To conduct their study, scientists placed a group of dogs in front of a computer screen showing images of their owners, strangers and other familiar and unfamiliar dogs. They then watched their eye movement to see where the animal was focusing.
Professor Vainio said: "Dogs' eye movements were measured while they watched facial images of familiar humans and dogs (e.g. dog's owner and another dog from the same family) being displayed on the computer screen. As a comparison, the dogs were shown facial images from dogs and humans that the dogs had never met."
When an image of their owner appeared on the screen, they were more likely to look directly into their eyes. In comparison, when an image of a stranger was shown, their gaze was less fixed and moved around the face.
But the majority of dogs preferred to look at the face of another familiar dog and were more likely to gaze at them for longer periods of time than humans or their owners.
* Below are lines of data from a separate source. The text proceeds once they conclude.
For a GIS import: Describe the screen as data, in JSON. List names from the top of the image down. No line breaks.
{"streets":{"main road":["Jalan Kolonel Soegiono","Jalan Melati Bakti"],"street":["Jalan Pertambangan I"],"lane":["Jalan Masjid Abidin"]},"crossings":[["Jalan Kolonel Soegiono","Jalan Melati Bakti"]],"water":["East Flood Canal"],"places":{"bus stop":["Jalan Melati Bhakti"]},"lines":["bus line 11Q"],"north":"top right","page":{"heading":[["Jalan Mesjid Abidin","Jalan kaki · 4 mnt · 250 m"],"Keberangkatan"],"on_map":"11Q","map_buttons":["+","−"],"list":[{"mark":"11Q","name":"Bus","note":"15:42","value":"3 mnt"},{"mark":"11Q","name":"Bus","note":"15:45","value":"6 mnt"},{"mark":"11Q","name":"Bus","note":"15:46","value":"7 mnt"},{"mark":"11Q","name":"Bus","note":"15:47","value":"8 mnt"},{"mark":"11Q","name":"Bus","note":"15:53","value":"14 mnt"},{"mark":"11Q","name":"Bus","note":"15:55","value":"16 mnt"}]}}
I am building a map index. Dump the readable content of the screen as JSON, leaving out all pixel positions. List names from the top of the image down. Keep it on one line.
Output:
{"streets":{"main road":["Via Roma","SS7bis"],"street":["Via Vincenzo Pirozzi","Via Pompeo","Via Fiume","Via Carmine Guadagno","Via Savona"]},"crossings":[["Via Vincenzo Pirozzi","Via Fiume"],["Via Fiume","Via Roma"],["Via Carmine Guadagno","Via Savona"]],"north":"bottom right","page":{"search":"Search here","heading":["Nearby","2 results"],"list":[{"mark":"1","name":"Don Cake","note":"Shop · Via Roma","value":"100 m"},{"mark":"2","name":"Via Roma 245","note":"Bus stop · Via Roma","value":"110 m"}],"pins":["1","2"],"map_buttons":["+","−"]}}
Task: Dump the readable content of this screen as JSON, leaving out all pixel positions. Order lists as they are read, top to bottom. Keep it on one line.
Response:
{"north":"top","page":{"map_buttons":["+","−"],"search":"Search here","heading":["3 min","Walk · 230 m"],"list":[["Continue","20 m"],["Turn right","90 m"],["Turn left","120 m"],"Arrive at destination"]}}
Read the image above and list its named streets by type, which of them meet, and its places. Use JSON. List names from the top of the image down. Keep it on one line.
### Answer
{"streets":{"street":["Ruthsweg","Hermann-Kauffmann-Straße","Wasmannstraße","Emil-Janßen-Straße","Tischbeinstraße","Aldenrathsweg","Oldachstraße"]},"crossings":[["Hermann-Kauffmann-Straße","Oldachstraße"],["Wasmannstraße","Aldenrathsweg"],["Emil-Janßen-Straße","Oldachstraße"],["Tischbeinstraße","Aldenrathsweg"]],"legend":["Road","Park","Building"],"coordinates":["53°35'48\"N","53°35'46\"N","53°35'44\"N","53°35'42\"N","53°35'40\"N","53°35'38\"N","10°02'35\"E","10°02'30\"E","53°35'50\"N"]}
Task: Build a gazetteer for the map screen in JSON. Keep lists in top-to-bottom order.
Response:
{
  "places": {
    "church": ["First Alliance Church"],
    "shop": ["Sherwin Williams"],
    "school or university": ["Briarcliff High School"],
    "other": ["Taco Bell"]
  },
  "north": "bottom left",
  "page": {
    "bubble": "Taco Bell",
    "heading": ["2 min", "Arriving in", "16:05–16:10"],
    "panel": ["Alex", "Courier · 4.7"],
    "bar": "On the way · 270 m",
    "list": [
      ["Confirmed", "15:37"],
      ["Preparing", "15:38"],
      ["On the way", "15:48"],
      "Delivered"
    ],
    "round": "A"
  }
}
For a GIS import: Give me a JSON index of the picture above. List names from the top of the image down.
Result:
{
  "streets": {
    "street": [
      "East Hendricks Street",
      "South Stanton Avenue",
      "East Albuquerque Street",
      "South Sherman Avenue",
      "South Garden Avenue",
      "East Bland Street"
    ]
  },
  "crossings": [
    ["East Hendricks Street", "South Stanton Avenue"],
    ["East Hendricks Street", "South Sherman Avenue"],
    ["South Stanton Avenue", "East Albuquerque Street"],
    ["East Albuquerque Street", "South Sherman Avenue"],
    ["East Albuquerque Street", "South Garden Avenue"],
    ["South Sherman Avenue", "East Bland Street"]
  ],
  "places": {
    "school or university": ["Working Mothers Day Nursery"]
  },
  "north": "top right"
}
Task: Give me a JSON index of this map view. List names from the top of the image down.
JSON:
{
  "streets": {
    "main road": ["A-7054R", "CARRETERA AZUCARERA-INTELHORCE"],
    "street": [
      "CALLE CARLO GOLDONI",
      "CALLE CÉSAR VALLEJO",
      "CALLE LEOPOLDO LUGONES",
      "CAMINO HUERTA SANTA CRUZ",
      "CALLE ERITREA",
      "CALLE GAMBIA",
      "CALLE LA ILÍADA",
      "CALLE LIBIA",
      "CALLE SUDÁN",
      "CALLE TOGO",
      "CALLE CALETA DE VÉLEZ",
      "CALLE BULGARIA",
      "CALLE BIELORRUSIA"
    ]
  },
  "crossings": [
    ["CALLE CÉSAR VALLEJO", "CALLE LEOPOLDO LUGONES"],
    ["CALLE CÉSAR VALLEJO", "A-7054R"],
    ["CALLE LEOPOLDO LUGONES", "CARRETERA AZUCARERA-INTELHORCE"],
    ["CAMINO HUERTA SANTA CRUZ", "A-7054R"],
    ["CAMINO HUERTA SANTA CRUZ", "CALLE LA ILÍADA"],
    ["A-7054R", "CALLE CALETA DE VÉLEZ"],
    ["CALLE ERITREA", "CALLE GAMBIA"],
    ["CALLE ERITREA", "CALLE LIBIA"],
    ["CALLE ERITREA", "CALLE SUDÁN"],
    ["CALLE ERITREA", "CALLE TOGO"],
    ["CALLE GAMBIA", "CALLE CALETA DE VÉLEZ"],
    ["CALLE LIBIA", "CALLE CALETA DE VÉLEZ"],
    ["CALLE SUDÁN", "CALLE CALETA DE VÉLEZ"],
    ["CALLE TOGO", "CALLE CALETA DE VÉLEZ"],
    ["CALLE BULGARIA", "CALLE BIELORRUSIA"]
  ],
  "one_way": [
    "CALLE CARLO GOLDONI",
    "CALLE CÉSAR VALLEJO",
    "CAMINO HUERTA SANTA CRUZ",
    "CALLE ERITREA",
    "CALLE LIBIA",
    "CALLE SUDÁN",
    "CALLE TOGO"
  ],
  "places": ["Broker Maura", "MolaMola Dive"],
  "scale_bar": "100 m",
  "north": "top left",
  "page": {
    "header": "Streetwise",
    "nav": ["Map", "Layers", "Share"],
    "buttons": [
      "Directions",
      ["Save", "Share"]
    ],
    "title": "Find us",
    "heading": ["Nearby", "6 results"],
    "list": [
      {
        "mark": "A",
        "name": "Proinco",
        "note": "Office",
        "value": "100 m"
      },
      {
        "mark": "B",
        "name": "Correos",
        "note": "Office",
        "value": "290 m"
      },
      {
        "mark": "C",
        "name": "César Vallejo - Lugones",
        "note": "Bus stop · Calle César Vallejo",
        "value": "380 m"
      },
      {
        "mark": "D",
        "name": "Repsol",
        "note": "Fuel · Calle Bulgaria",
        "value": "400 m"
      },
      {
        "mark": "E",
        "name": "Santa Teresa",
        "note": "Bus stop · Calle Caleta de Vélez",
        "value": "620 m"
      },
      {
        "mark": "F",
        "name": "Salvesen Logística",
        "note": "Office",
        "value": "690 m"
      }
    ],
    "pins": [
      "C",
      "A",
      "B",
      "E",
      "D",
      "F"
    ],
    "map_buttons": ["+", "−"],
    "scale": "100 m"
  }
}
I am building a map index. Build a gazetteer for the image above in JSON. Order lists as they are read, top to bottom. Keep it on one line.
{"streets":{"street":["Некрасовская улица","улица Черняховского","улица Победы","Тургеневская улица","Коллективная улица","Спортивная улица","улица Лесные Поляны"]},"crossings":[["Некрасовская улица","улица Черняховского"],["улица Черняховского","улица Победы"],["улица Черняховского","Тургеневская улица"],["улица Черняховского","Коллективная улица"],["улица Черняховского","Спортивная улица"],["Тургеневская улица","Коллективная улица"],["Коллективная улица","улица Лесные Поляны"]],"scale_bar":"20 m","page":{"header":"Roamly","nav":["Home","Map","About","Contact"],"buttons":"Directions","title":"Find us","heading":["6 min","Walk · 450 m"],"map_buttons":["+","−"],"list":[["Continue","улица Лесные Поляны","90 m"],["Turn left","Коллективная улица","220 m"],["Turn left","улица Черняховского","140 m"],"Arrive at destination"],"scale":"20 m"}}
Professor Vainio explained: "Dogs fixed their gaze more often on familiar faces and eyes rather than strange ones, i.e. dogs scanned familiar faces more thoroughly. The results indicate that dogs were able to perceive faces in the images.
"But dogs looked at images of dogs longer than images of humans, regardless of the familiarity of the faces presented in the images."
In addition, part of the images was presented in inverted forms. Dogs viewed upright faces as long as inverted faces, but they gazed more at the eye area of upright faces, just like humans.
Their results, published in the journal Animal Cognition, suggest dogs might have facial recognition skills similar to humans.